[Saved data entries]
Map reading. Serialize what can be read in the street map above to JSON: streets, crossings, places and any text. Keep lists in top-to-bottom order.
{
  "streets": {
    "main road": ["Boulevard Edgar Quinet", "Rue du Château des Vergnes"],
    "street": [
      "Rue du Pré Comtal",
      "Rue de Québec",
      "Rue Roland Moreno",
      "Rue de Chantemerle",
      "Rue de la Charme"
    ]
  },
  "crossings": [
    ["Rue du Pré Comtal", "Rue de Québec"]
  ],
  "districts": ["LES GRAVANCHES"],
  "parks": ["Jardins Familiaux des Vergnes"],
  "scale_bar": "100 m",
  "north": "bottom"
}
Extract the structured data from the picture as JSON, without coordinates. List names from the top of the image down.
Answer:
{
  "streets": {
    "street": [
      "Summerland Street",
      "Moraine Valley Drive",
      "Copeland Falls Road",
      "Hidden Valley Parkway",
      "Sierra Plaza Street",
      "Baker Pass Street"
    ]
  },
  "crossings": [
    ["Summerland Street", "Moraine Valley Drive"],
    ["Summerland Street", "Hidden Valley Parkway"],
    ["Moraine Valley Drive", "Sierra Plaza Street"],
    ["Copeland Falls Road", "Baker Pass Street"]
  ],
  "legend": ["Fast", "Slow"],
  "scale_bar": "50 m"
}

→ **Task description**: Print every record above exactly as it appears.

→ **Solved problem**:
Map reading. Serialize what can be read in the street map above to JSON: streets, crossings, places and any text. Keep lists in top-to-bottom order.
{
  "streets": {
    "main road": ["Boulevard Edgar Quinet", "Rue du Château des Vergnes"],
    "street": [
      "Rue du Pré Comtal",
      "Rue de Québec",
      "Rue Roland Moreno",
      "Rue de Chantemerle",
      "Rue de la Charme"
    ]
  },
  "crossings": [
    ["Rue du Pré Comtal", "Rue de Québec"]
  ],
  "districts": ["LES GRAVANCHES"],
  "parks": ["Jardins Familiaux des Vergnes"],
  "scale_bar": "100 m",
  "north": "bottom"
}
Extract the structured data from the picture as JSON, without coordinates. List names from the top of the image down.
Answer:
{
  "streets": {
    "street": [
      "Summerland Street",
      "Moraine Valley Drive",
      "Copeland Falls Road",
      "Hidden Valley Parkway",
      "Sierra Plaza Street",
      "Baker Pass Street"
    ]
  },
  "crossings": [
    ["Summerland Street", "Moraine Valley Drive"],
    ["Summerland Street", "Hidden Valley Parkway"],
    ["Moraine Valley Drive", "Sierra Plaza Street"],
    ["Copeland Falls Road", "Baker Pass Street"]
  ],
  "legend": ["Fast", "Slow"],
  "scale_bar": "50 m"
}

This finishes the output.